## [Assigned task]
Leave out all lines before the one containing "<div><p>Elevation</p><b>88<small> m</small></b></div>", and copy that line and all the rest below it exactly.

## [Source data]
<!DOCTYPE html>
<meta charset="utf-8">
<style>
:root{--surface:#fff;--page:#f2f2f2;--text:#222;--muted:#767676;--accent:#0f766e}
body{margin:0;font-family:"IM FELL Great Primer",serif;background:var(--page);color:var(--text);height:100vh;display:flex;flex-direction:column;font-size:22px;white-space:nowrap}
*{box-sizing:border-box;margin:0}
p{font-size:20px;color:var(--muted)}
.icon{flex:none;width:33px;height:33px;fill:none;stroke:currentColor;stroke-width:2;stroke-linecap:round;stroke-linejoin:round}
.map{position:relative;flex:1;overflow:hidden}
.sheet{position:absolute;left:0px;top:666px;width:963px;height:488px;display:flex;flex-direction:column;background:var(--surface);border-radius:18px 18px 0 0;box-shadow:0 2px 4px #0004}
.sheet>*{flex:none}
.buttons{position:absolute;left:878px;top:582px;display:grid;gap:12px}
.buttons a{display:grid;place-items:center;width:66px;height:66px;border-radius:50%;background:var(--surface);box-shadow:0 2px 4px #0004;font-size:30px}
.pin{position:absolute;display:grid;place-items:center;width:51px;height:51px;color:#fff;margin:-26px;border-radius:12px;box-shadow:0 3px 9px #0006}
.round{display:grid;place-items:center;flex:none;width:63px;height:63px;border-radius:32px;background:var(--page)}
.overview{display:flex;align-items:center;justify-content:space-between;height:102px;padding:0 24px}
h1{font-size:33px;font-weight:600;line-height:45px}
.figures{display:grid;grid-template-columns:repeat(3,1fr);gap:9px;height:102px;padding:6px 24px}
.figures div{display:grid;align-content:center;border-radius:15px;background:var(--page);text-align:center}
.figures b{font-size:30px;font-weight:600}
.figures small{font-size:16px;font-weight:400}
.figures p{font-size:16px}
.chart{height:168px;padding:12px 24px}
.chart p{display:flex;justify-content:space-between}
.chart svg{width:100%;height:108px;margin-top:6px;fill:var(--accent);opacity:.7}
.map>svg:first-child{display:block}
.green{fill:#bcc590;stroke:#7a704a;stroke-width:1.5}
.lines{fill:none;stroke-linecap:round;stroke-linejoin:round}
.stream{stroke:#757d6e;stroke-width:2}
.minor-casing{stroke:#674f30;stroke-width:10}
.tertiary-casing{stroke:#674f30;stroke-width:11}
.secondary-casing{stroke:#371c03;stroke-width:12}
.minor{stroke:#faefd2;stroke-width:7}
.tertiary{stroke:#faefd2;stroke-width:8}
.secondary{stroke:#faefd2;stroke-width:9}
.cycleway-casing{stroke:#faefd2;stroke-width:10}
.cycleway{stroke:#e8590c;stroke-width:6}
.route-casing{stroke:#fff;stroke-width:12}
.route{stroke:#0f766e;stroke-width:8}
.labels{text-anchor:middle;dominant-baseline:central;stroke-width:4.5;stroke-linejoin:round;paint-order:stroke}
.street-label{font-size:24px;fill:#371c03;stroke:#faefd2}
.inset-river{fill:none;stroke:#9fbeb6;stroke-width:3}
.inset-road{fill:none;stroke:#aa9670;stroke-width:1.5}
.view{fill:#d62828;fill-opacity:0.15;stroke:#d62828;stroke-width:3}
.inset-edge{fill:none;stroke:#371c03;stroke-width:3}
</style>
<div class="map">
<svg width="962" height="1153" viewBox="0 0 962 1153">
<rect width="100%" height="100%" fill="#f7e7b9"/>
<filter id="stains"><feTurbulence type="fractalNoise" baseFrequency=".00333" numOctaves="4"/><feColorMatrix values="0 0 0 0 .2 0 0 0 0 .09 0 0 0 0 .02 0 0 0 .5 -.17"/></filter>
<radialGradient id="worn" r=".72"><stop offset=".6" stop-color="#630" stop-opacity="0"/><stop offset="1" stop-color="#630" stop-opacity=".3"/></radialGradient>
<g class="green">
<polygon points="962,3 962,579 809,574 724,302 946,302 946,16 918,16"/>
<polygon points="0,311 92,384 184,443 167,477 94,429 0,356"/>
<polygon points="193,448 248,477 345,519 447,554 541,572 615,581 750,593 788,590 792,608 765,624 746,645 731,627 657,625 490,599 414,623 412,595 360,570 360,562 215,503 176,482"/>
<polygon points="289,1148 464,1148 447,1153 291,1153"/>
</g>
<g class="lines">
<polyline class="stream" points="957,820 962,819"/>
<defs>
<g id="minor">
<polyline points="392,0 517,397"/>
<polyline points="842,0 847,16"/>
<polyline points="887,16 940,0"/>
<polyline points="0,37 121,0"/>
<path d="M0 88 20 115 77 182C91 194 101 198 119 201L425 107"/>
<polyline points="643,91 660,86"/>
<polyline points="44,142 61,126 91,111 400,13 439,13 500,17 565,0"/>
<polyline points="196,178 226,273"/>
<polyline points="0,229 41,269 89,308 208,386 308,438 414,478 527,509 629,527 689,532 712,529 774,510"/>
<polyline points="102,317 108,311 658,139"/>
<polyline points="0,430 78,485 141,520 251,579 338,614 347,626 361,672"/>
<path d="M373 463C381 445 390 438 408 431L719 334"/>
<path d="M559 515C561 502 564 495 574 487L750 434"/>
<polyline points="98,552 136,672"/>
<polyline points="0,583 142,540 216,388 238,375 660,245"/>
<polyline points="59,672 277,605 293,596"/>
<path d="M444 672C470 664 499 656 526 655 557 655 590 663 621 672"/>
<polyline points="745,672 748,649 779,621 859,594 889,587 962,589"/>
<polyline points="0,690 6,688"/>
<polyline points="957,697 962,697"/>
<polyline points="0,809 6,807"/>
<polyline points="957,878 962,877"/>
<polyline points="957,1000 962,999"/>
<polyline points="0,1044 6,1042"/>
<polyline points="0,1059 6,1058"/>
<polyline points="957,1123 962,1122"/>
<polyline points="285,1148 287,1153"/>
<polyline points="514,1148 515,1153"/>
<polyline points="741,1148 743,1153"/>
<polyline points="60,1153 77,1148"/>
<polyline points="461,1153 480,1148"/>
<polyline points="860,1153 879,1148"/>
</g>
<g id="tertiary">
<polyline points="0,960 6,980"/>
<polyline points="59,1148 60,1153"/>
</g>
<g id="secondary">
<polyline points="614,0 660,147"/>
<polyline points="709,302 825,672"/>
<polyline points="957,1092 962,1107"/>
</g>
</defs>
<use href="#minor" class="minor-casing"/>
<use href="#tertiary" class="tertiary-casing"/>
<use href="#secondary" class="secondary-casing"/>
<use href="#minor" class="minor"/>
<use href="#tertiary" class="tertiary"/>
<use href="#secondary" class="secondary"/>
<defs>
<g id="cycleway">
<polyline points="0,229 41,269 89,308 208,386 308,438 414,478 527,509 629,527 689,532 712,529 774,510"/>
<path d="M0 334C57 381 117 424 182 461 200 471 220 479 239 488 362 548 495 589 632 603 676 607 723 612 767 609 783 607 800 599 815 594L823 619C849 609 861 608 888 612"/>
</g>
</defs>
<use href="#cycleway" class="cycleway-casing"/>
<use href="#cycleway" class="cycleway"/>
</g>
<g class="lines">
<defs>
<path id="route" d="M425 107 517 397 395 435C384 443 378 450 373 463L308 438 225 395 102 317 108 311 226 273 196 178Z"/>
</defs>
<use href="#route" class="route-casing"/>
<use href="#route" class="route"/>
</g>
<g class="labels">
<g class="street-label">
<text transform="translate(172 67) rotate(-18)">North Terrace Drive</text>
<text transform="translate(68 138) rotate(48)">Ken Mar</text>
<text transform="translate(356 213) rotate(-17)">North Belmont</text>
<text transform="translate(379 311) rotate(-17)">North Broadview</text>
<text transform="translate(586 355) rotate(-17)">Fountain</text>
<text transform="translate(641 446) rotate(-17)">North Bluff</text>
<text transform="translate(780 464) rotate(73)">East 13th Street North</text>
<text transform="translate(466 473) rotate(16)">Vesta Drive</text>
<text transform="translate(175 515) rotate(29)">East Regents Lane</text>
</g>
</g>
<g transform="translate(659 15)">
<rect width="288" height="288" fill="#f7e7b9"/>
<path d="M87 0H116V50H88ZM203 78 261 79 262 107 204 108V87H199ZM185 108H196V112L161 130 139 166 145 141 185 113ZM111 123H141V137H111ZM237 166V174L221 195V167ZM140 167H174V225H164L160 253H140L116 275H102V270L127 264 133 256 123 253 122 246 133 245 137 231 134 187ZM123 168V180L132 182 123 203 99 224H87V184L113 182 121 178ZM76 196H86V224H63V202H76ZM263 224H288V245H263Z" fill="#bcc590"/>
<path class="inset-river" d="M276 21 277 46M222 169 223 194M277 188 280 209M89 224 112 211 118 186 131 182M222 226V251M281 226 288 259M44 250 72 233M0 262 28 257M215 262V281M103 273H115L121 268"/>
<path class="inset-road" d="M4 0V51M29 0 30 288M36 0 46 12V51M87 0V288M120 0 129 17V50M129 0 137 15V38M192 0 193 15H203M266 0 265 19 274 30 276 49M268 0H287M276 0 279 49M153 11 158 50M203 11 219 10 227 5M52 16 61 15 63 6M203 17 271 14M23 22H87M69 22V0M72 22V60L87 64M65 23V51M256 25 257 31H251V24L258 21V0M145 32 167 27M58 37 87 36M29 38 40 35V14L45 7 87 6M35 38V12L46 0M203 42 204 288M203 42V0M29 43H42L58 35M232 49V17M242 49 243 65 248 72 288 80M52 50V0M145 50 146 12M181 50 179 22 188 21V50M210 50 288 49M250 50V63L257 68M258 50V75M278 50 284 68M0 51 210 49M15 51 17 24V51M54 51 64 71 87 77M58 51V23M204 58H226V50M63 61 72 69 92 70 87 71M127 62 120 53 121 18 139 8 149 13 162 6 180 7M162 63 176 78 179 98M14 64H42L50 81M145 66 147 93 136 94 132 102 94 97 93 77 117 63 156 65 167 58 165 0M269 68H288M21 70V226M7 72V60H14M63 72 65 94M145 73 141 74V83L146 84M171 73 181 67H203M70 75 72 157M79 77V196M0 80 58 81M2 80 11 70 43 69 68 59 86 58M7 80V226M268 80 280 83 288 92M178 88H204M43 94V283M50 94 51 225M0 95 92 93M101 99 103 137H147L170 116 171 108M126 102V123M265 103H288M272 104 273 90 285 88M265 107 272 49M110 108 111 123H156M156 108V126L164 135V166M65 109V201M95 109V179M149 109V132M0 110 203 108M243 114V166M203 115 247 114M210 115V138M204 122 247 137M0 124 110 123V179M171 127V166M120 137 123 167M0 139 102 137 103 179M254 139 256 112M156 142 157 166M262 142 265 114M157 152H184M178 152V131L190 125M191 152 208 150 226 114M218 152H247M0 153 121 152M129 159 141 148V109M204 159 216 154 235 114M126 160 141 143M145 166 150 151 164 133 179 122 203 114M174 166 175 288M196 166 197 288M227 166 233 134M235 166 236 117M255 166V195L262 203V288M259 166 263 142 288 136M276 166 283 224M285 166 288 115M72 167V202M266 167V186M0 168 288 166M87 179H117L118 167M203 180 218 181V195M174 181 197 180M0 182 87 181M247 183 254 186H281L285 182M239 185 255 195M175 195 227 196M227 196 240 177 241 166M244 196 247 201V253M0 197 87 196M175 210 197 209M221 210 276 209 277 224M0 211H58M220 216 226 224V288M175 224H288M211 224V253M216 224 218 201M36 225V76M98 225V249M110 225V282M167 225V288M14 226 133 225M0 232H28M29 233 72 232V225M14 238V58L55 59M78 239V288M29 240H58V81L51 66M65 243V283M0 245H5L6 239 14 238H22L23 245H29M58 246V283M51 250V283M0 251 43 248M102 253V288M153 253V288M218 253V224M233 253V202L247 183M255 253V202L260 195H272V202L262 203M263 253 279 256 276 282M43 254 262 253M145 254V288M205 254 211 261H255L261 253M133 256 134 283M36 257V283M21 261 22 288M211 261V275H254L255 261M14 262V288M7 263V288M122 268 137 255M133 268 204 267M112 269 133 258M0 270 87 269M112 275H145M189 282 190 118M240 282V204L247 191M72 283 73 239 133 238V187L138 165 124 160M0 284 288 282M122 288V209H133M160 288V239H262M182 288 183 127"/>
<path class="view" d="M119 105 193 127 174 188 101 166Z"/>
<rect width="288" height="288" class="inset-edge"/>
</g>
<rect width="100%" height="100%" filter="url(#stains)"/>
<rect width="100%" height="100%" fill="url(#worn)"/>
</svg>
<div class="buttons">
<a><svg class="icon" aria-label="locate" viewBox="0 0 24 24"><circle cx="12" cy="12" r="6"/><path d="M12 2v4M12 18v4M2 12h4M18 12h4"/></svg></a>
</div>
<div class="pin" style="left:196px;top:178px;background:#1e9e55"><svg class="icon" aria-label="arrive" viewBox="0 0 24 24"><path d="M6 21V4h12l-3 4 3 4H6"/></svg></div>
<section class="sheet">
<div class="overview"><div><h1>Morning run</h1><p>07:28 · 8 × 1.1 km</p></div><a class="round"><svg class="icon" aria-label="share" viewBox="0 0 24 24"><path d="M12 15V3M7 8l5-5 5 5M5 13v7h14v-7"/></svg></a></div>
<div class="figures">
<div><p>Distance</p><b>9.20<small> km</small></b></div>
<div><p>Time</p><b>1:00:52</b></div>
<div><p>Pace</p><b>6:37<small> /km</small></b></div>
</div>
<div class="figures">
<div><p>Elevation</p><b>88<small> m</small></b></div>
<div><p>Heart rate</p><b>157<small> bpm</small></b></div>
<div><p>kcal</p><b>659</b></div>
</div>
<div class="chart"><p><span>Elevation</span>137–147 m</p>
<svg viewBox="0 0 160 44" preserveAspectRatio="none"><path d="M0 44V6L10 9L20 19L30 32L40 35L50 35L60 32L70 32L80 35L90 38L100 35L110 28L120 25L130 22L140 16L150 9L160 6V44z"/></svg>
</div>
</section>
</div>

## [Exercise result]
<div><p>Elevation</p><b>88<small> m</small></b></div>
<div><p>Heart rate</p><b>157<small> bpm</small></b></div>
<div><p>kcal</p><b>659</b></div>
</div>
<div class="chart"><p><span>Elevation</span>137–147 m</p>
<svg viewBox="0 0 160 44" preserveAspectRatio="none"><path d="M0 44V6L10 9L20 19L30 32L40 35L50 35L60 32L70 32L80 35L90 38L100 35L110 28L120 25L130 22L140 16L150 9L160 6V44z"/></svg>
</div>
</section>
</div>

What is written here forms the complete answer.